HRDI is an African regional non-governmental human rights organisation based in Pretoria, South Africa working in Southern Africa, East Africa and the Great Lakes Region.

HRDI’s mission is to challenge political, economic and social elitism and promote equality of people regardless of race, place of origin, gender, social status, class, religion, sexual orientation, belief, ethnicity, HIV status or any other quality or trait that might be used as a basis for unfair discrimination, using international and regional human rights standards as the barometer. Constantly bearing in mind that human rights is not about what we write or say, but what we do.

Illicit Financial Flows and Human Rights in Africa

Addressing illicit financial flows from Africa as a fundamental human rights issue is, arguably, the most important human rights intervention of this era. Indeed it has the potential to have substantial impact on the ability of African governments to achieve the sustainable development goals.

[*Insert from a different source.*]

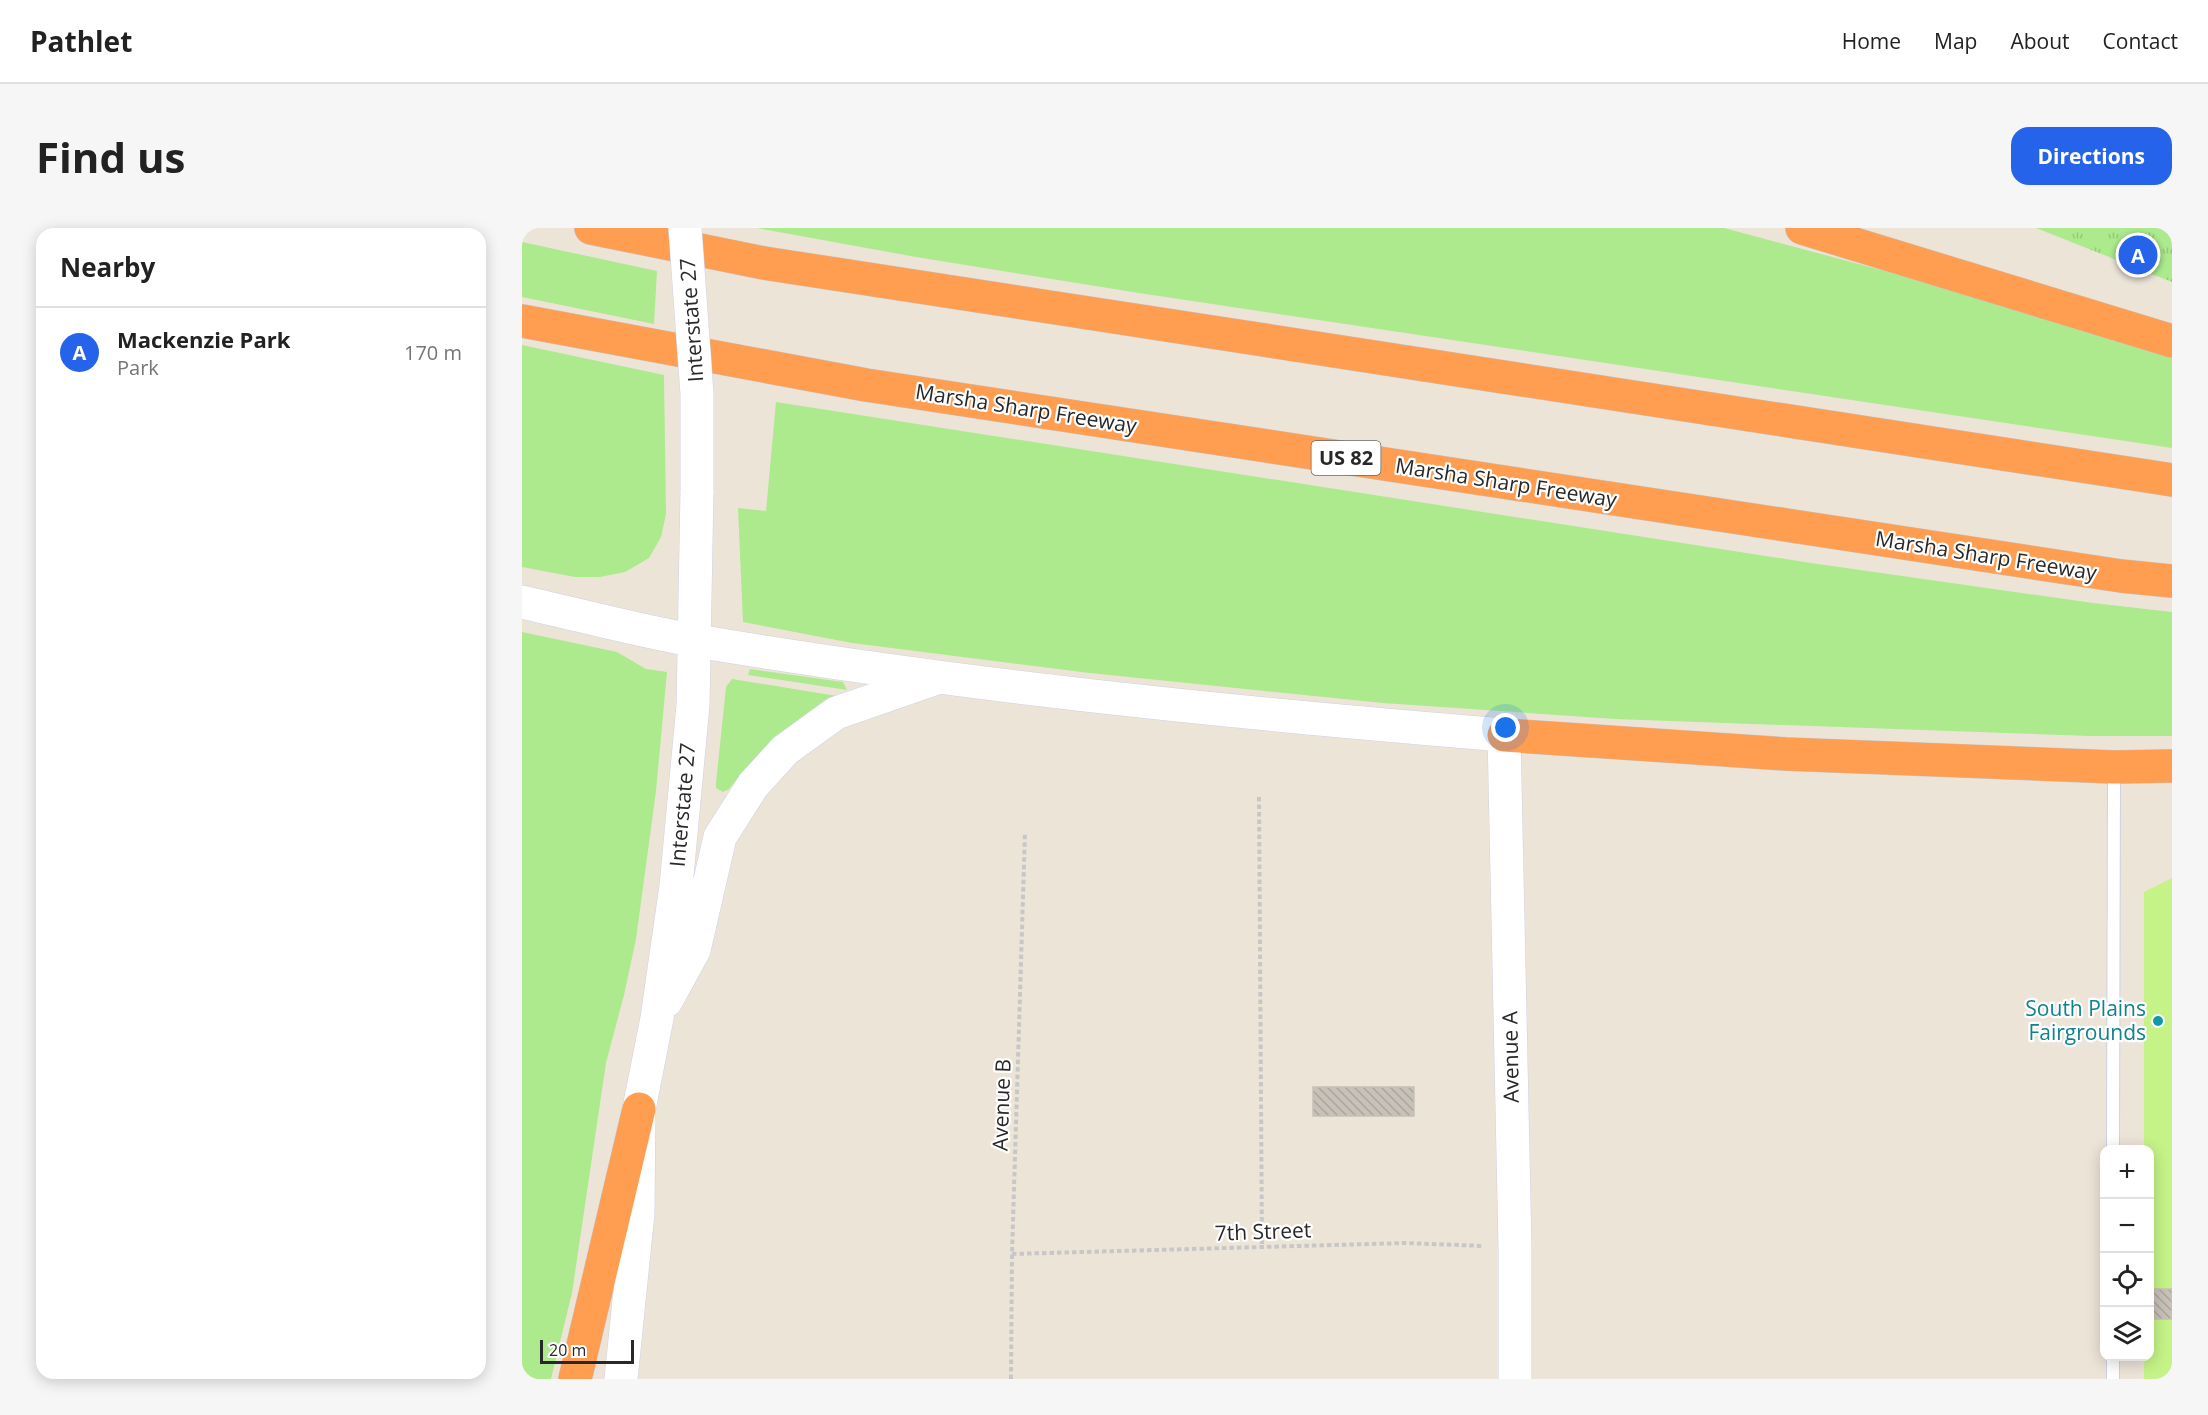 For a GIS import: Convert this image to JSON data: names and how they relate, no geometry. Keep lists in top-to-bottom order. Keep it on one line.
{"streets":{"highway":["Marsha Sharp Freeway","US 82"],"main road":["Interstate 27","Avenue A"],"path":["Avenue B","7th Street"]},"crossings":[["Avenue A","7th Street"],["Avenue B","7th Street"]],"places":["South Plains Fairgrounds"],"scale_bar":"20 m","page":{"header":"Pathlet","nav":["Home","Map","About","Contact"],"buttons":"Directions","title":"Find us","heading":"Nearby","pins":"A","list":[{"mark":"A","name":"Mackenzie Park","note":"Park","value":"170 m"}],"map_buttons":["+","−"],"scale":"20 m"}}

Mindful of the fact that Africa loses more money through illicit financial flows than it receives in aid, loans and investments combined; Mindful also that despite high growth rates, Africa today is a mixed story of booming economic growth juxtaposed against abject poverty and idyllic holiday locations against overflowing slums. Illicit financial flows directly affect a government’s ability to meet their obligations under international human rights law as it drains the continent of much needed resources.

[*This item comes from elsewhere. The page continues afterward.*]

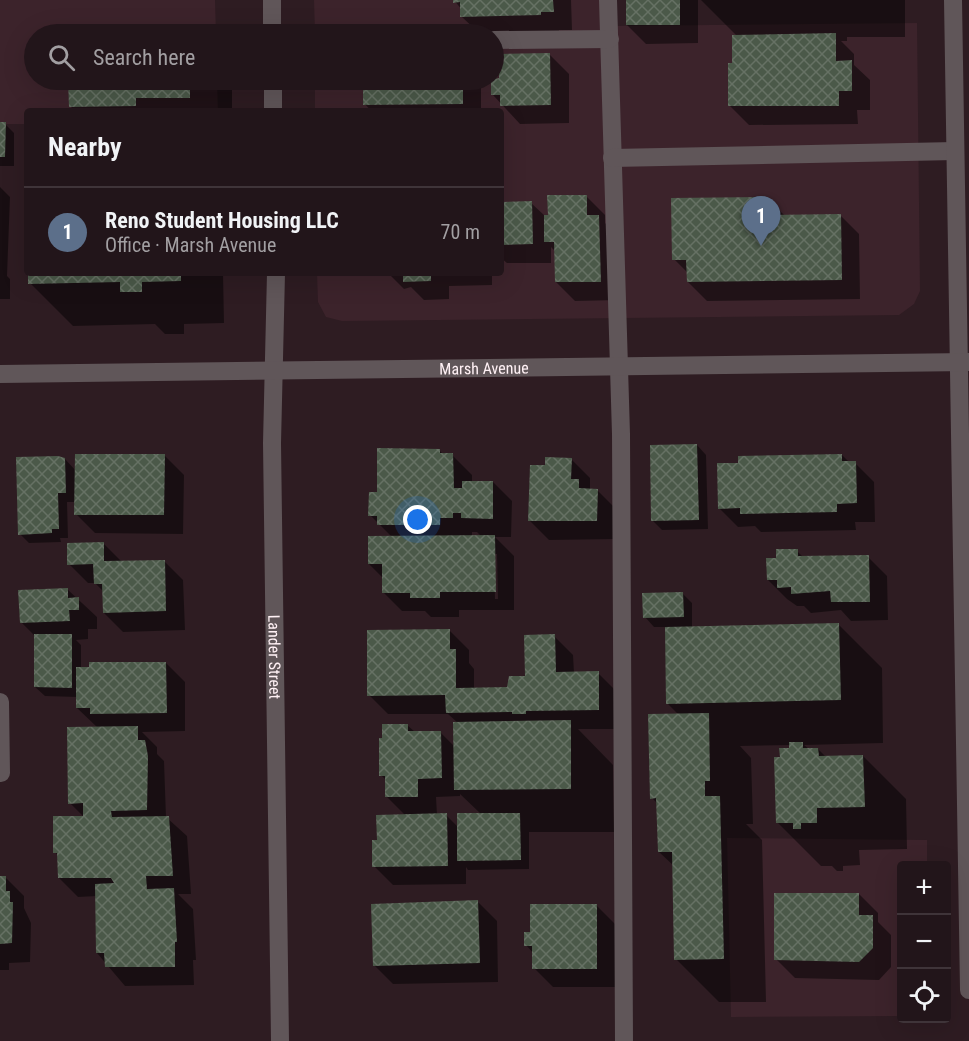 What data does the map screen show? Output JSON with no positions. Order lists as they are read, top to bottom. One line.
{"streets":{"street":["Marsh Avenue","Lander Street"]},"crossings":[["Marsh Avenue","Lander Street"]],"page":{"search":"Search here","heading":"Nearby","list":[{"mark":"1","name":"Reno Student Housing LLC","note":"Office · Marsh Avenue","value":"70 m"}],"pins":"1","map_buttons":["+","−"]}} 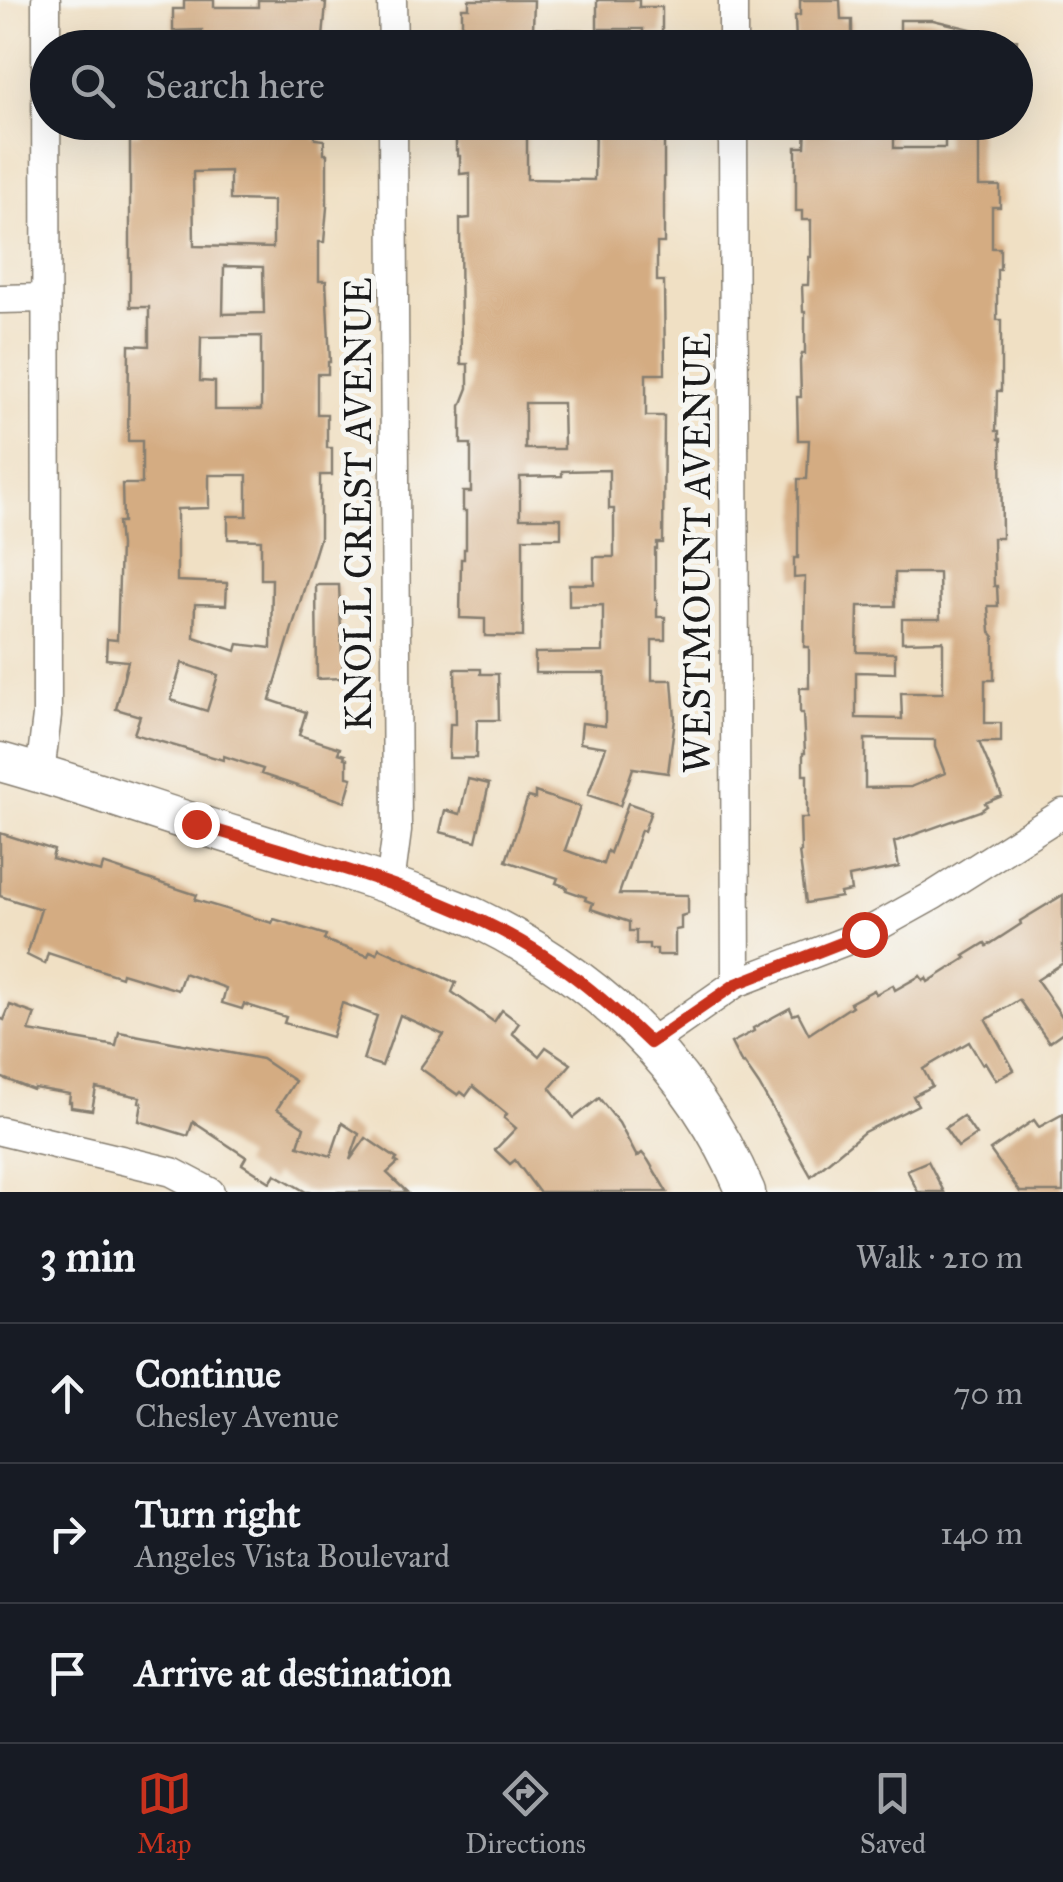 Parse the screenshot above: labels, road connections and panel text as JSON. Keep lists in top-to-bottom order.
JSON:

On 23rd April 2013, as a result of HRDI’s advocacy strategy, the ACHPR adopted Resolution 236 and took the first bold step toward a human rights based approach to addressing this issue.

HRDI is currently working with the African Commission on Human and Peoples’ Rights as its Secretariat to manage a study on the human rights impact of and human rights based solutions to illicit financial flows from Africa.


August 2016: Training representatives from 11 law faculties at universities in Southern Africa and East Africa on establishing, strengthening and sustaining university based law clinics and using clinical legal education as a tool for social justice hosted by Midlands State University, in Harare, Zimbabwe

HRDI’s executive director presented an inspirational paper at a conference on Clinic Legal Education to law teachers and deans of law faculties from universities in Southern Africa. The highlight of this interaction were the individual consultations with each institution during which Ms Ramgobin assisted the institutional teams to work through bottlenecks that arose out of contextual constraints that they were confronted by. Ms Ramgobin’s experience of universities in the African context and of clinical legal education enabled her to provide unique insights into the implementation challenges that they all faced.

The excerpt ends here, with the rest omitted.